• Work instructions
Return, exactly and in full, the lines of the records below starting at the one with "margin:0; padding:0; list-style:none" and ending at the one with "flex:none; width:22px; height:22px;", and no other lines.

-------- Data extracts --------

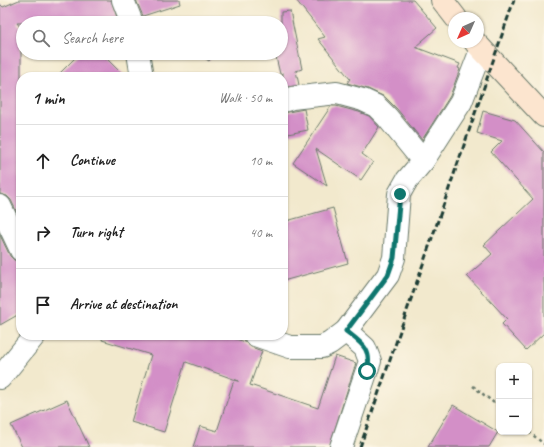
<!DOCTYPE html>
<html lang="en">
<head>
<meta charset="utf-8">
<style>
  :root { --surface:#fff; --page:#f6f6f6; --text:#222; --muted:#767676; --line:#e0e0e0 }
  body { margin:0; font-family:Caveat,sans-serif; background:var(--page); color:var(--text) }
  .controls { position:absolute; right:12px; bottom:12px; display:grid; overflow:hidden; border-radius:8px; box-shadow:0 1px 3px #0004 }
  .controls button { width:36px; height:36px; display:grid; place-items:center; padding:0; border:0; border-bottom:1px solid var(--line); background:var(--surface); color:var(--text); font:20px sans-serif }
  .compass { position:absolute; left:448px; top:12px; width:36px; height:36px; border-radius:50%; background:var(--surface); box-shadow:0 1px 3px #0004; rotate:225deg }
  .stop { position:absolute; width:12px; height:12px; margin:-9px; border:3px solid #0f766e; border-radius:50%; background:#fff }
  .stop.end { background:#0f766e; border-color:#fff; box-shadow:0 1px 4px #0008 }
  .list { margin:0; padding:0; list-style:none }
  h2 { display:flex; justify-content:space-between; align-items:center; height:52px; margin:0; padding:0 16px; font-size:17px }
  h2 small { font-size:13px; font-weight:400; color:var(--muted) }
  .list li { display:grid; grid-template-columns:26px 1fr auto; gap:12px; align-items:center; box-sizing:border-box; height:72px; padding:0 16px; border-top:1px solid var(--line) }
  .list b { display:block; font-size:15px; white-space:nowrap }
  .list em { font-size:13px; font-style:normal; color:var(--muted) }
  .icon { flex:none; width:22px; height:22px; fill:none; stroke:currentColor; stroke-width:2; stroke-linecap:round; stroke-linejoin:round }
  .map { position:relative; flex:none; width:544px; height:447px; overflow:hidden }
  .search { position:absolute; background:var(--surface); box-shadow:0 1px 3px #0004; left:16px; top:16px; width:272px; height:44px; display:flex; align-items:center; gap:10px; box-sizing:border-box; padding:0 14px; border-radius:22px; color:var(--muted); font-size:15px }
  .panel { position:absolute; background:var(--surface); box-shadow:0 1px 3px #0004; left:16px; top:72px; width:272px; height:268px; border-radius:16px }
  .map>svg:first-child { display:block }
  .building { fill:#d38fc7 }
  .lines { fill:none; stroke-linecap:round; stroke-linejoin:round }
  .minor-casing { stroke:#69796a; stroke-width:24 }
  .secondary-casing { stroke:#69796a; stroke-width:24 }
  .path { stroke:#69796a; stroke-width:2.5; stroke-dasharray:3 3; stroke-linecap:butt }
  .minor { stroke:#fff; stroke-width:22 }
  .secondary { stroke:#fce5cf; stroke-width:22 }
  .rail { stroke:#1f3d34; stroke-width:3; stroke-dasharray:6 3; stroke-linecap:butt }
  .route { stroke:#0f766e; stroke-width:5 }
</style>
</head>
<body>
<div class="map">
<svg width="544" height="447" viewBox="0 0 544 447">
  <rect width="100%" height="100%" fill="#fcf5e5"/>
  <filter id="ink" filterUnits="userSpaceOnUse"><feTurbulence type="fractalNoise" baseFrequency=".025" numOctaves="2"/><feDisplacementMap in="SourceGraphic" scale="8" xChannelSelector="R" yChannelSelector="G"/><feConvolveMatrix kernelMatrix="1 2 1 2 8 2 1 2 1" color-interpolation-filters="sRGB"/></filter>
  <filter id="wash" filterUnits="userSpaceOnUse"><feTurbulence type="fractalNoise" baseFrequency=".012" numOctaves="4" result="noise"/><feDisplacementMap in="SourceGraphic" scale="16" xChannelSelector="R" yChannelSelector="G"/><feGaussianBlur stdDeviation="0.9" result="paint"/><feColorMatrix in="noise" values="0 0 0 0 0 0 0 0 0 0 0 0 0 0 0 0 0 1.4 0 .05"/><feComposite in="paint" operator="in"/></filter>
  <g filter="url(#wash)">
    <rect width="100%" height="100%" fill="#f2e9cd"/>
    <g id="blocks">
      <g class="building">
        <path d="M19 0H111L119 23H17L21 28V221L11 200 7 196 0 194V4L3 7Z"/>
        <path d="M136 0H179L180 4 143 16Z"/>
        <path d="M296 0H413L437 28 415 47 460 64 458 68 460 69 450 96 422 140 397 109 385 97 368 89 347 83 350 79 318 39 325 37Z"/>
        <path d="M290 11 302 69 296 71 299 85 283 88V73L280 74 275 53H281V12Z"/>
        <path d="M194 18 202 23H190Z"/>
        <path d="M80 53H101L125 77H56Z"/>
        <path d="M197 53H214L209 61Z"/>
        <path d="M331 106H336L359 112 369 116 379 127 362 154 373 162 361 180 316 149 327 186 293 163Z"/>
        <path d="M304 109 308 130 283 135V113Z"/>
        <path d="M483 111 515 120 544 152V333L526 350 502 324 507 319 467 276 492 254 484 245 533 199 491 152 502 141 477 133Z"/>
        <path d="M333 208 348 263 283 281V222Z"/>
        <path d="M0 235 10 256 14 260 21 262V313L0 325Z"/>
        <path d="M103 335H225L245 342 251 347 262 351 250 385 318 408 335 356 356 363 329 447H193L200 426 217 431 234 380 239 381 186 362 164 432 131 422 151 355 102 340Z"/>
        <path d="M67 400 89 447H22L11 425Z"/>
        <path d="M453 405 498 432 489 447H428Z"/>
      </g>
    </g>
  </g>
  <g filter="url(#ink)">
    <use href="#blocks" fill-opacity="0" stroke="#69796a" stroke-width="1"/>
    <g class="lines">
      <g class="minor-casing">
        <g id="minor">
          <path d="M123 0 132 23"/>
          <path d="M138 53 142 77"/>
          <path d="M283 101 292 98 337 93 363 100 376 106 387 117 423 161"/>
          <path d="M0 206 21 250"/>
          <path d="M255 335 290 347H322L330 343 346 331 388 275 394 258 399 194 407 180 423 161 461 102 481 50"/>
          <path d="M0 378 35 335"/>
          <path d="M341 447 370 361 365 348 346 331"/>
        </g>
      </g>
      <g class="secondary-casing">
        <g id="secondary">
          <path d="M442 0 456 18"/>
          <path d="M475 42 544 116"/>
        </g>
      </g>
      <g class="path">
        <path d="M473 386 499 407"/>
        <path d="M529 432 544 444"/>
      </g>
      <use href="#minor" class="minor"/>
      <use href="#secondary" class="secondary"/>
      <path class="rail" d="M360 447 514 0"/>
    </g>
  </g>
  <g class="lines" filter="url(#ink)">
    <path class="route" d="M367 371C373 349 361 343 346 331L388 275 394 258 400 194"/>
  </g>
</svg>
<div class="controls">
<button>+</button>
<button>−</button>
</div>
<svg class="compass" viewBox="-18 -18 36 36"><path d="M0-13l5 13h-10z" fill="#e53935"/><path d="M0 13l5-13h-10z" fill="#767676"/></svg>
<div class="stop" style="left:367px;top:371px"></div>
<div class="stop end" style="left:400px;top:194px"></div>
<div class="search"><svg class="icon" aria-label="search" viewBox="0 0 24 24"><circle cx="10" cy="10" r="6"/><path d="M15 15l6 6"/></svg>Search here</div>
<section class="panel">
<h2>1 min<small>Walk · 50 m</small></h2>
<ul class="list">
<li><svg class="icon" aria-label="ahead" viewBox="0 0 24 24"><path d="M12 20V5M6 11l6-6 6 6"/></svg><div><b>Continue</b></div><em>10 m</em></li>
<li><svg class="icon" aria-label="right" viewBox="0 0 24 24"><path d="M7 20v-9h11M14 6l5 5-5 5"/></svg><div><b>Turn right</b></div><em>40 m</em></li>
<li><svg class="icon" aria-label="arrive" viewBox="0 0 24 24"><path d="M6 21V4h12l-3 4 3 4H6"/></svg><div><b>Arrive at destination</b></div></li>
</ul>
</section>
</div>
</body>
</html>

--------

• Written response
  .list { margin:0; padding:0; list-style:none }
  h2 { display:flex; justify-content:space-between; align-items:center; height:52px; margin:0; padding:0 16px; font-size:17px }
  h2 small { font-size:13px; font-weight:400; color:var(--muted) }
  .list li { display:grid; grid-template-columns:26px 1fr auto; gap:12px; align-items:center; box-sizing:border-box; height:72px; padding:0 16px; border-top:1px solid var(--line) }
  .list b { display:block; font-size:15px; white-space:nowrap }
  .list em { font-size:13px; font-style:normal; color:var(--muted) }
  .icon { flex:none; width:22px; height:22px; fill:none; stroke:currentColor; stroke-width:2; stroke-linecap:round; stroke-linejoin:round }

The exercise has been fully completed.